• _TASK ITEM_: Please reproduce exactly the lines that begin the listing below, up to and including the line where "translate:-50% -50%; white-space:nowrap;" occurs.

· · · ·

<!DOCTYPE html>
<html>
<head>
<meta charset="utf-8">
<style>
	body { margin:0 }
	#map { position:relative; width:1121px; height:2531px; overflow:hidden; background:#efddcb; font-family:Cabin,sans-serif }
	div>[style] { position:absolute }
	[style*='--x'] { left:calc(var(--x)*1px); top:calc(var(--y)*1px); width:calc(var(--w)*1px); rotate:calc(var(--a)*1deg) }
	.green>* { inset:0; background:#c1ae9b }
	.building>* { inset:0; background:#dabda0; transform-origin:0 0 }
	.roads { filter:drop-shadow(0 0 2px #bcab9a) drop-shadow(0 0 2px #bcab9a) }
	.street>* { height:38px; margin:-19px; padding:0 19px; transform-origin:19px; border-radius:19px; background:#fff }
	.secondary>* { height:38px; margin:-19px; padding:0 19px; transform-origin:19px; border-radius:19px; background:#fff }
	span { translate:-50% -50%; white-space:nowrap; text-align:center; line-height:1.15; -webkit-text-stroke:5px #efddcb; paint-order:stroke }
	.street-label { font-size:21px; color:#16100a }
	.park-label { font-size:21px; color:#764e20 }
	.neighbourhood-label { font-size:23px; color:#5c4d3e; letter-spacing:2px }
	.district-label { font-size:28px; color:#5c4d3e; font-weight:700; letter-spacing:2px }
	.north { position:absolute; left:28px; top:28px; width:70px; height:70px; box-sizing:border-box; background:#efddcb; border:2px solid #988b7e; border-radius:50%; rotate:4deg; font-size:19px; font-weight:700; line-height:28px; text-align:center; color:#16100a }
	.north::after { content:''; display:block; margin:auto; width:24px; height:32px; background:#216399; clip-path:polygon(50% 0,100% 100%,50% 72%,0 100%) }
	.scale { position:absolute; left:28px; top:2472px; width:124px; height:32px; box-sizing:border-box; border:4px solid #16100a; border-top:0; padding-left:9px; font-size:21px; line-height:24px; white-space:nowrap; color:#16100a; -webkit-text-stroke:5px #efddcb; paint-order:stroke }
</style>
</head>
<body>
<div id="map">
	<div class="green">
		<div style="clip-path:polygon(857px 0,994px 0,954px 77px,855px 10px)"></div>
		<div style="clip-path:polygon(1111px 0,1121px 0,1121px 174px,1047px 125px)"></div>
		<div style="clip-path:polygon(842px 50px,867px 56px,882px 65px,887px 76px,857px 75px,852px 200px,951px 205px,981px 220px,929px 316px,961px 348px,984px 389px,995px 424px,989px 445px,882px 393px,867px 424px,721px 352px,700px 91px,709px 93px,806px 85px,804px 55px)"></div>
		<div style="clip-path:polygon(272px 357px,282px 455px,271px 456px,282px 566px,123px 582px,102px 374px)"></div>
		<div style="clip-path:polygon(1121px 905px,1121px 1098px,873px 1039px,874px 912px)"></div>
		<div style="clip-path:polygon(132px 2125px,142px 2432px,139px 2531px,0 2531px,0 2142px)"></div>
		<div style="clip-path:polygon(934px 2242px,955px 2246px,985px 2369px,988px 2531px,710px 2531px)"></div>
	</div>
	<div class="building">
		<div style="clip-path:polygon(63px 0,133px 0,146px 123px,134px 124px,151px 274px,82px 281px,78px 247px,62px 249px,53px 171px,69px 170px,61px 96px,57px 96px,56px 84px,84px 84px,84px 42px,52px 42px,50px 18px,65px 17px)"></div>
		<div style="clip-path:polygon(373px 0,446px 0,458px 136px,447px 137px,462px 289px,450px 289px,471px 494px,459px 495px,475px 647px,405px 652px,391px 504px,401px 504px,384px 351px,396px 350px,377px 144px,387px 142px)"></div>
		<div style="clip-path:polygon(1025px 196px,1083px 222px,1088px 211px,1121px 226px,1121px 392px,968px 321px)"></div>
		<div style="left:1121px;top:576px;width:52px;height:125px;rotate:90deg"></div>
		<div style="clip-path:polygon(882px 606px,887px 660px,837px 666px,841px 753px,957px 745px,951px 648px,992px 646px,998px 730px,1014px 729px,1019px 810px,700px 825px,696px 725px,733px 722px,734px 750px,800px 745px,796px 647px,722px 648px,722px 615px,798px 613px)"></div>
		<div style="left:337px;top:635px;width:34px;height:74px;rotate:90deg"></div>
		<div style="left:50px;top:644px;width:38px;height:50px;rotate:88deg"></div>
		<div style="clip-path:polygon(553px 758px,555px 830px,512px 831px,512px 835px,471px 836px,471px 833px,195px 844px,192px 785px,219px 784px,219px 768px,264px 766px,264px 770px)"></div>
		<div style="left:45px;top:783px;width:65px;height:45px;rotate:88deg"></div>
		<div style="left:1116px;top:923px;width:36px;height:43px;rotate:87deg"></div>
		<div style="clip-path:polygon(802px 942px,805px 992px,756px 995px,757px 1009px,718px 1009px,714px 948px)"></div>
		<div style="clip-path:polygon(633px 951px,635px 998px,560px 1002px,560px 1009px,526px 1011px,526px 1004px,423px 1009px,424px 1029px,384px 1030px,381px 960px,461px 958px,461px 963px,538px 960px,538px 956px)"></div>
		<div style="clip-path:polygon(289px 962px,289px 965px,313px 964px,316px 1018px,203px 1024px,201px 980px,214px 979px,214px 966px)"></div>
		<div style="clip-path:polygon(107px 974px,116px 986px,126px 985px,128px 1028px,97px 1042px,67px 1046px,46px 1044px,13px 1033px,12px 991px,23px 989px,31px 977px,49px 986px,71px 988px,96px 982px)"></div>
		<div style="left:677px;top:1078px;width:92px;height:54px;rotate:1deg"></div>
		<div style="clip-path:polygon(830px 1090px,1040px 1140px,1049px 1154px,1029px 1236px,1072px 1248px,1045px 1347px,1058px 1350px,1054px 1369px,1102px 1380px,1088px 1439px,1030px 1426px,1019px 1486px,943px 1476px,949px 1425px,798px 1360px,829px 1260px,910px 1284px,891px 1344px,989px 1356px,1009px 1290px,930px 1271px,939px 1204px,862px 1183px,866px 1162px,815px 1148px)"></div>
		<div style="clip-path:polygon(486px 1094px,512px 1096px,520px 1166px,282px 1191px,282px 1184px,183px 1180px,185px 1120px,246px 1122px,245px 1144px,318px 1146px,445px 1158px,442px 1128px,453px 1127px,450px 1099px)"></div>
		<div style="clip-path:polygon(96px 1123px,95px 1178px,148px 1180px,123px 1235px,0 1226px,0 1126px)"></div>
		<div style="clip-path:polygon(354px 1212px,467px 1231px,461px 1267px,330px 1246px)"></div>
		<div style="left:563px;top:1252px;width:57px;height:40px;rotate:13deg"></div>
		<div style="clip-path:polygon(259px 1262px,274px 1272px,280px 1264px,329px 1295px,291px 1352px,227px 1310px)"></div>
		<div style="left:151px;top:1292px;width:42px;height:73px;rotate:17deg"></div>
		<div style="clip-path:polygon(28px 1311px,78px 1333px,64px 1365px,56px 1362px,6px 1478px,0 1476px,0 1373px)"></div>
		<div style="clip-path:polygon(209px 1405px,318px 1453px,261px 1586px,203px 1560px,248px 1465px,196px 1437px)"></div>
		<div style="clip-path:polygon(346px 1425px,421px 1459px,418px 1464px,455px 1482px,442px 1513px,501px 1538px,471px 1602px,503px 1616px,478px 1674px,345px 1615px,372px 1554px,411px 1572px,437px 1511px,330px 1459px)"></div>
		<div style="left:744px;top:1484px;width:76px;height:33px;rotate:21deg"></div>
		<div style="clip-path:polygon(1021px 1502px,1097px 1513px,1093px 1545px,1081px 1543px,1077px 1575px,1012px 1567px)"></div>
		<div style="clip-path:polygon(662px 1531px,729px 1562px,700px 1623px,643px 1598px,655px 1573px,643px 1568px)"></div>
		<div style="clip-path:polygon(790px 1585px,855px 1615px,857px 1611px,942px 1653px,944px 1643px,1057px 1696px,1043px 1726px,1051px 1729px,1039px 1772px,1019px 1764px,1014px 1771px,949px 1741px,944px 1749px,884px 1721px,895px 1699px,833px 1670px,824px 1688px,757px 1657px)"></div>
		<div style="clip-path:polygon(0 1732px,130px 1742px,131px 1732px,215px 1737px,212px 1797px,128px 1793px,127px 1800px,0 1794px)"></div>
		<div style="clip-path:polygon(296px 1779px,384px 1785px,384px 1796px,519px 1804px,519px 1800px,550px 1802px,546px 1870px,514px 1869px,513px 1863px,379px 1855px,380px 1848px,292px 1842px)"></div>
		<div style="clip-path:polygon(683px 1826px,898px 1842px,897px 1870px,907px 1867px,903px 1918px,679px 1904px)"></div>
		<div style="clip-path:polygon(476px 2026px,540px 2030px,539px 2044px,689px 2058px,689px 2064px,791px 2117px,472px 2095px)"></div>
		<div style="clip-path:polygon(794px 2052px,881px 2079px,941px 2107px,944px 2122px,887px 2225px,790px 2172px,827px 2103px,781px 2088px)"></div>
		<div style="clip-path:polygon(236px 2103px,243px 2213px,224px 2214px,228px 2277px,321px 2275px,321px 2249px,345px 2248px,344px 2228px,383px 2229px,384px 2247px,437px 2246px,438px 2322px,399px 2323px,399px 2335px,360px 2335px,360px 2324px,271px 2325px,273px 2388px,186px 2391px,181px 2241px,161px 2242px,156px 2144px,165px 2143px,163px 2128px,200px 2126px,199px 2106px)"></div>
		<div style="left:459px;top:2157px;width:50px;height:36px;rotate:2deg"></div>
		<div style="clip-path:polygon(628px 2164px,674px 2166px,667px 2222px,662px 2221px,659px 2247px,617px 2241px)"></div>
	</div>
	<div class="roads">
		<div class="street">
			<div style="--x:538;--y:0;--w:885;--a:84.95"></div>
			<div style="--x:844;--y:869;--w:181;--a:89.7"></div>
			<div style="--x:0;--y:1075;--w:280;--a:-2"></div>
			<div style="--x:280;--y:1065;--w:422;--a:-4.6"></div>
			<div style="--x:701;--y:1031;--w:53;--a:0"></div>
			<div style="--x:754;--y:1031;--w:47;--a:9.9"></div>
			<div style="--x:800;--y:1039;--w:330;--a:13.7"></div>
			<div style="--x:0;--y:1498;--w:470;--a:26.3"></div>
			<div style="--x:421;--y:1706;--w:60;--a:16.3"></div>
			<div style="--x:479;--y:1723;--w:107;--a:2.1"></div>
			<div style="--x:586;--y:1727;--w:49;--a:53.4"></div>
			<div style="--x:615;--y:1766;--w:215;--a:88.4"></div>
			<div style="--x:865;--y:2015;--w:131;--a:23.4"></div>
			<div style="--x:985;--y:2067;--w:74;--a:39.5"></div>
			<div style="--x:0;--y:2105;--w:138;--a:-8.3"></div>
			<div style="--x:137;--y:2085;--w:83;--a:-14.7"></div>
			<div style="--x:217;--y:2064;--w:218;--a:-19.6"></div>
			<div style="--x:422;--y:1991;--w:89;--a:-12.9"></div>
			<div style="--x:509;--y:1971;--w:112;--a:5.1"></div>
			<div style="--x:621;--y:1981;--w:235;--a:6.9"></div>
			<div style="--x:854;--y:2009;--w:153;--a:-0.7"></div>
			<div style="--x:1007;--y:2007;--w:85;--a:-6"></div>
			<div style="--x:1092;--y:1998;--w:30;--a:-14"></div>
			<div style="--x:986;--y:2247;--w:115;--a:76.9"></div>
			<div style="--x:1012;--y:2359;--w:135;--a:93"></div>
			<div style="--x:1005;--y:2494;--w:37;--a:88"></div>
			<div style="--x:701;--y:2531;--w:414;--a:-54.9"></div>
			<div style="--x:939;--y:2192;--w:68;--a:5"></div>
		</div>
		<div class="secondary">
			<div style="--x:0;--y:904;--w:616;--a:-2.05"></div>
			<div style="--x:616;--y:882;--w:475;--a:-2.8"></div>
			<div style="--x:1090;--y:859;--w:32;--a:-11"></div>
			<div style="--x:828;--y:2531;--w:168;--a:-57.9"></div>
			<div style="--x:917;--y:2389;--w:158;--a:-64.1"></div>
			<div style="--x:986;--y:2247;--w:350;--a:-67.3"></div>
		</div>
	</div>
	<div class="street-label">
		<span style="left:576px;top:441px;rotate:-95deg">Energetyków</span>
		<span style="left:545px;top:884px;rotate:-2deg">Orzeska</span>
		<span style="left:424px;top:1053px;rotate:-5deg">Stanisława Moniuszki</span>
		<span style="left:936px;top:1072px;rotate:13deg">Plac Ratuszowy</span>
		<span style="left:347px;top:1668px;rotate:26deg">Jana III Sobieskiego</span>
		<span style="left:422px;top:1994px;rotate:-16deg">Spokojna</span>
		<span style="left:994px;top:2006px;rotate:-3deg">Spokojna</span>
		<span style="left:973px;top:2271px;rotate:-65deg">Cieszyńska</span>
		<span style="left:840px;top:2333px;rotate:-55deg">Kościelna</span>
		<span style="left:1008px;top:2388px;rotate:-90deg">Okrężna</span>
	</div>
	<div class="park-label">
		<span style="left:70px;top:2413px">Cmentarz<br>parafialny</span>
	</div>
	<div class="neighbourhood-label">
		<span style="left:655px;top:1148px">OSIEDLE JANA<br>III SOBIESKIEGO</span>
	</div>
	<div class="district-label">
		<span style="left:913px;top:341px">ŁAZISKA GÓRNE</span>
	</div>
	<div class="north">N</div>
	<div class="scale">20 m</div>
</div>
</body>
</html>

· · · ·

• _FINISHED TASK_:
<!DOCTYPE html>
<html>
<head>
<meta charset="utf-8">
<style>
	body { margin:0 }
	#map { position:relative; width:1121px; height:2531px; overflow:hidden; background:#efddcb; font-family:Cabin,sans-serif }
	div>[style] { position:absolute }
	[style*='--x'] { left:calc(var(--x)*1px); top:calc(var(--y)*1px); width:calc(var(--w)*1px); rotate:calc(var(--a)*1deg) }
	.green>* { inset:0; background:#c1ae9b }
	.building>* { inset:0; background:#dabda0; transform-origin:0 0 }
	.roads { filter:drop-shadow(0 0 2px #bcab9a) drop-shadow(0 0 2px #bcab9a) }
	.street>* { height:38px; margin:-19px; padding:0 19px; transform-origin:19px; border-radius:19px; background:#fff }
	.secondary>* { height:38px; margin:-19px; padding:0 19px; transform-origin:19px; border-radius:19px; background:#fff }
	span { translate:-50% -50%; white-space:nowrap; text-align:center; line-height:1.15; -webkit-text-stroke:5px #efddcb; paint-order:stroke }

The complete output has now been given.